THE GENERAL manager of the Citywest Hotel near Dublin has brought a High Court challenge to his Christmas Eve dismissal from his €250,000 a year post.
John Glynn (59) claims Sean Whelan, chief executive of the Jim Mansfield group which owns Citywest, was at the centre of bids to undermine him since last May.
He claims he was taken on by Mr Mansfield on an agreed salary of €250,000 and had rejected an alternative offer last month of a job with a €50,000 salary and 13 per cent of net profits.
Mr Justice Roderick Murphy yesterday gave Mr Glynn’s lawyers leave to serve short notice on HSS Ltd, trading as Citywest Hotel, of their intention to seek an injunction stopping his purported dismissal.
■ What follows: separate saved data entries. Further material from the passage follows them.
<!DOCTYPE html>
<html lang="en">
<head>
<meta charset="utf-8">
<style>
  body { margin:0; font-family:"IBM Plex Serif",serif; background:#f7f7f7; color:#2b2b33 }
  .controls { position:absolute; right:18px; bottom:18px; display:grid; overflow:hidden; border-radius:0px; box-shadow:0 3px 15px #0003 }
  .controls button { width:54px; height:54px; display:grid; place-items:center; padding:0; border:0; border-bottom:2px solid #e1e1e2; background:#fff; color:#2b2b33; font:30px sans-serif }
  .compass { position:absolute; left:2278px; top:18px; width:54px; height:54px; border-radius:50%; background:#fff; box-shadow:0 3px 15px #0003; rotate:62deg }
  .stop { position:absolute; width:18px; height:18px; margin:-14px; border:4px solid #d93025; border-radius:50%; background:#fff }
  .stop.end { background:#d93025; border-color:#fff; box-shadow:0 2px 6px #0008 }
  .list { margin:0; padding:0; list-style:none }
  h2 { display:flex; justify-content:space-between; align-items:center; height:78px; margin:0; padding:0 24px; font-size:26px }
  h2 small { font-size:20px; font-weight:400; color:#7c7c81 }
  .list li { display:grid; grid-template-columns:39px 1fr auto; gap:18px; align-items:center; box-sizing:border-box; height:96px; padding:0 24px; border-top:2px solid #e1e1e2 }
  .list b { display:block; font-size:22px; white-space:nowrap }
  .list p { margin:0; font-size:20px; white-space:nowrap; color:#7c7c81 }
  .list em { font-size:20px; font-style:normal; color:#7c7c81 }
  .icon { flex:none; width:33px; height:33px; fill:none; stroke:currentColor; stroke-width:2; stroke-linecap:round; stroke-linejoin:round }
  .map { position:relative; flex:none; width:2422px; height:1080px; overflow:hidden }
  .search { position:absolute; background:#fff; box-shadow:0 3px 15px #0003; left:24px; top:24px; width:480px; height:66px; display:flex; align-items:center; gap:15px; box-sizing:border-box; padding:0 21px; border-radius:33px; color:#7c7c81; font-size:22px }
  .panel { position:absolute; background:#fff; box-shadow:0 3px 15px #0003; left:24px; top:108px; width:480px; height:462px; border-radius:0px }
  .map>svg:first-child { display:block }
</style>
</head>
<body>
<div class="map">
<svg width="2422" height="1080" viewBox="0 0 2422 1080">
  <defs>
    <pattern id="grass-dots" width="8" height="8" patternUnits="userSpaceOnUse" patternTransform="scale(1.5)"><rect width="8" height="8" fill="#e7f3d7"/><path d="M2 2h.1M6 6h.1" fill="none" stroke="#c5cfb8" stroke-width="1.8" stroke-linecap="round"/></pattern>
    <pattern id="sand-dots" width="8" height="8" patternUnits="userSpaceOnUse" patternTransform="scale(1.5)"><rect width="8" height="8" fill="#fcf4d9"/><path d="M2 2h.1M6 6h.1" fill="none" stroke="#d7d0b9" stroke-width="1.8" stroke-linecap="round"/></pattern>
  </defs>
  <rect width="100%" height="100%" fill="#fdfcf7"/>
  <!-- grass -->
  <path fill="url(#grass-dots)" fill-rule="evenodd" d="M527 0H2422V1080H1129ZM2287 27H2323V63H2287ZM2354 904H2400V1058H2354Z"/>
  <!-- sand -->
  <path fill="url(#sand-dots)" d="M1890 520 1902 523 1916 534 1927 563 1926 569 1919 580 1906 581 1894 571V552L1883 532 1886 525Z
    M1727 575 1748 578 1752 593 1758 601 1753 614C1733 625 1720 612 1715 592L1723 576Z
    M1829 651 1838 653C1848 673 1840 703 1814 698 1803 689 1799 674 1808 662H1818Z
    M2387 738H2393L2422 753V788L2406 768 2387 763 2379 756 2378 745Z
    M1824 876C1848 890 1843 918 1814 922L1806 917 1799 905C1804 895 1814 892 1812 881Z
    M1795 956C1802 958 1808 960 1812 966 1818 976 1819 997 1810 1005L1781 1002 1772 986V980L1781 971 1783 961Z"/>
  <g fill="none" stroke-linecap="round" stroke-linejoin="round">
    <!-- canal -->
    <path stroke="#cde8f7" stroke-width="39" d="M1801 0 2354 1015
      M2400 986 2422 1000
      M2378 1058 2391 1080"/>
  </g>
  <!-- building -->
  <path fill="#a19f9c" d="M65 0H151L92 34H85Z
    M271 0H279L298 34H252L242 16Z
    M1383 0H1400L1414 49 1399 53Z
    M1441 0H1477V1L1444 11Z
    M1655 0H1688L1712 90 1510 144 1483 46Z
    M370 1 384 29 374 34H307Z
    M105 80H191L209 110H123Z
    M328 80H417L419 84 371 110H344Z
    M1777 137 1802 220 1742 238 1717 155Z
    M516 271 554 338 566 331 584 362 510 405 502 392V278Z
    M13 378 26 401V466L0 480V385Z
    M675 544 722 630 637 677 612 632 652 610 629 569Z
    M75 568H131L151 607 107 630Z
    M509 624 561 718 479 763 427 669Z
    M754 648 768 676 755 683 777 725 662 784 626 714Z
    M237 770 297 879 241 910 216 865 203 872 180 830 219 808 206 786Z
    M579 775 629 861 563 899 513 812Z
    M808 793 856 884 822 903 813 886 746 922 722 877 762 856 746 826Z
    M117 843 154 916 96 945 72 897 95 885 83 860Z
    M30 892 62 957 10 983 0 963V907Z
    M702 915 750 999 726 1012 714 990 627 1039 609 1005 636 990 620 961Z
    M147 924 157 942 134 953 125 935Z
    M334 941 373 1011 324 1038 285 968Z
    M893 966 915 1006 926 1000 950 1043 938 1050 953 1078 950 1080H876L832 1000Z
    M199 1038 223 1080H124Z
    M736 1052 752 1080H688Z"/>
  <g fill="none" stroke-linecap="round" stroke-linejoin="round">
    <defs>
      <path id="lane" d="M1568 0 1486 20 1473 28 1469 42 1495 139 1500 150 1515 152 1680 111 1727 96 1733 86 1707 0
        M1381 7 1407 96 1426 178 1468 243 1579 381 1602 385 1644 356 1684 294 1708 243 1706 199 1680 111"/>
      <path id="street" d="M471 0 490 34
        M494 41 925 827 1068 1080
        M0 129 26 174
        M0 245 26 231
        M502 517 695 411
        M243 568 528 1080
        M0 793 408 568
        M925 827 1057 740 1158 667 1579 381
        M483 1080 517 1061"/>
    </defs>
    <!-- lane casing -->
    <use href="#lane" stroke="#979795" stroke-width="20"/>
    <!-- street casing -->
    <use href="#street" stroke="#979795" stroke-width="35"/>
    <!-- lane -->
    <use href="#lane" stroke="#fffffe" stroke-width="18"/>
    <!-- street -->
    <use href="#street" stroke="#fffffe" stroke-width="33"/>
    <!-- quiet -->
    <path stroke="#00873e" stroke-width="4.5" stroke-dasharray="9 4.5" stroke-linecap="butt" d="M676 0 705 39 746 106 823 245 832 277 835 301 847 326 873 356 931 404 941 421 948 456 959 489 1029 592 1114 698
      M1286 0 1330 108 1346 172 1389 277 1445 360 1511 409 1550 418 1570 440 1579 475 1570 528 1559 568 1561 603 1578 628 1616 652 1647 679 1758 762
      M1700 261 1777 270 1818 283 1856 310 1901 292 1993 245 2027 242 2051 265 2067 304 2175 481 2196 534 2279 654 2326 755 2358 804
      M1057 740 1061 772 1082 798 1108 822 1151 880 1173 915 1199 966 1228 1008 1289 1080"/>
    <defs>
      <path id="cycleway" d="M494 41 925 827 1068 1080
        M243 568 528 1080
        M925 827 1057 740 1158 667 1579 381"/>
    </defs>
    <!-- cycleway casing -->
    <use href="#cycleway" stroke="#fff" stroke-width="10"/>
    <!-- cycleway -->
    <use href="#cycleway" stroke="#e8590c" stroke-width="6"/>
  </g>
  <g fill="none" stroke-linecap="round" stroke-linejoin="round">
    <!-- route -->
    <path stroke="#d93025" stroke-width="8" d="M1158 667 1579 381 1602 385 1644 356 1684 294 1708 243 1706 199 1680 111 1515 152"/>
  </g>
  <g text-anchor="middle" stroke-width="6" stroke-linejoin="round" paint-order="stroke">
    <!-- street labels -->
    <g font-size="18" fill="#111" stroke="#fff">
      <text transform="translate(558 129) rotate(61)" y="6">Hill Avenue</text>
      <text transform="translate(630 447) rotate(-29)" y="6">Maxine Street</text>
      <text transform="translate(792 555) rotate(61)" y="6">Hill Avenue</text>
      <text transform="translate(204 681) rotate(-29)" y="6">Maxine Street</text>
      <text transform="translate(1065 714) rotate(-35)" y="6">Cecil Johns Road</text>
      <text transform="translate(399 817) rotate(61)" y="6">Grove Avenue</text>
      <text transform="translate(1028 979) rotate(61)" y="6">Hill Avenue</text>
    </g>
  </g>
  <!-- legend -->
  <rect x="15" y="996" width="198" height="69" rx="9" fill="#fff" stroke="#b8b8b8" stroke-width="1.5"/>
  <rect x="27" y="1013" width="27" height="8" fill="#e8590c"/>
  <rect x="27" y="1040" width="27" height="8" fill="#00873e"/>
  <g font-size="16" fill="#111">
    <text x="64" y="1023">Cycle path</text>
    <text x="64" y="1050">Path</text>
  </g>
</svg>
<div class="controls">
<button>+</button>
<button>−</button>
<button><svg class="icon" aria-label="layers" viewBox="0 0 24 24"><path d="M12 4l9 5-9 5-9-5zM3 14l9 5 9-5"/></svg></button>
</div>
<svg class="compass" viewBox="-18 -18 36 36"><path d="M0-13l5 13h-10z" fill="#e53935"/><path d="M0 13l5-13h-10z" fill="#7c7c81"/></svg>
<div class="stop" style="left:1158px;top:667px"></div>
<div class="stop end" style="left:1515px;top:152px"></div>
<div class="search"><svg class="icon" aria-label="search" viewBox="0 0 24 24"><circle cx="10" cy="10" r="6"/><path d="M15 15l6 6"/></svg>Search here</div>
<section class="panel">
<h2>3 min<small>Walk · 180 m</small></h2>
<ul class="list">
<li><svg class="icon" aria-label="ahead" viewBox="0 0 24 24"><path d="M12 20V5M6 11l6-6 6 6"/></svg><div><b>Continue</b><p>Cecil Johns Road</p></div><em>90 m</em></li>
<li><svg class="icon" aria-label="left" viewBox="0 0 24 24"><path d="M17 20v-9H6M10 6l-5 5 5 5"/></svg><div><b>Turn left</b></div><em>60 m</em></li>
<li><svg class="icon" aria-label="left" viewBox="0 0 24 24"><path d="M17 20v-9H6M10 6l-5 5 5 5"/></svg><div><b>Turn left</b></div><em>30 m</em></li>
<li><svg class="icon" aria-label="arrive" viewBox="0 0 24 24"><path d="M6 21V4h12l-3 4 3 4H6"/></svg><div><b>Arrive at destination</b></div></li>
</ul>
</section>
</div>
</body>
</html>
In an affidavit, Mr Glynn said Mr Whelan came up with a “baseless” complaint related to traffic management for the recent Disney on Ice event at Citywest so as to immediately dismiss him on Christmas Eve. He claims he was not afforded fair procedures and is the victim of a “concerted action” to remove him for reasons he is not even sure of.
Mr Whelan had offered him an alternative job on December 28th as consultant to the hotel on a salary of €50,000 plus 13 per cent of net profit but he rejected that.
Mr Glynn became general manager of Citywest in 1998 and remained there until 2005 when he left to become manager of the Clayton Hotel in Galway in which he also invested. He said Jim Mansfield and his wife Anne had in August 2008 persuaded him to return as general manager of Citywest.
He said Ms Mansfield told him her son Jimmy, who was then involved in running the hotel, was “unreliable”. Mr Mansfield senior had also developed serious health problems, Mr Glynn added.
In March last year, Jimmy Mansfield told him Sean Whelan might become a temporary financial consultant to the Mansfield group but would have no input into the day-to-day running of the hotel. The fact Mr Whelan was a “social acquaintance” of Jimmy had a significant bearing on his appointment, Mr Glynn believed.
Mr Whelan set up an office in a room in Citywest and by May had said he had been appointed chief executive of the Mansfield Group by Jim Mansfield. Mr Glynn said Mr Whelan had a “disruptive effect” on the hotel business and had moved personnel without reference to Mr Glynn.
In July, Mr Whelan cut Mr Glynn’s salary by €100,000 but this was temporarily restored following the intervention of Jim Mansfield senior, Mr Glynn said. The salary was cut again to €150,000 in October when Mr Glynn went into hospital but when he returned to work in November, he was told he would receive payment due and got it.
He said a dispute between himself and Mr Whelan relating to traffic management issues at Disney on Icearose before Christmas and Mr Whelan wrote accusing him of acting unprofessionally and demanded an apology.
Mr Glynn said he discussed the letter with his management team who agreed it was uncalled for and he then tore up the letter and returned it to Mr Whelan in that condition in “a moment of weakness”. Jim Mansfield later informed him Mr Whelan was taking legal advice over the letter incident. Three days later, Mr Whelan told him it was agreed he would be immediately dismissed.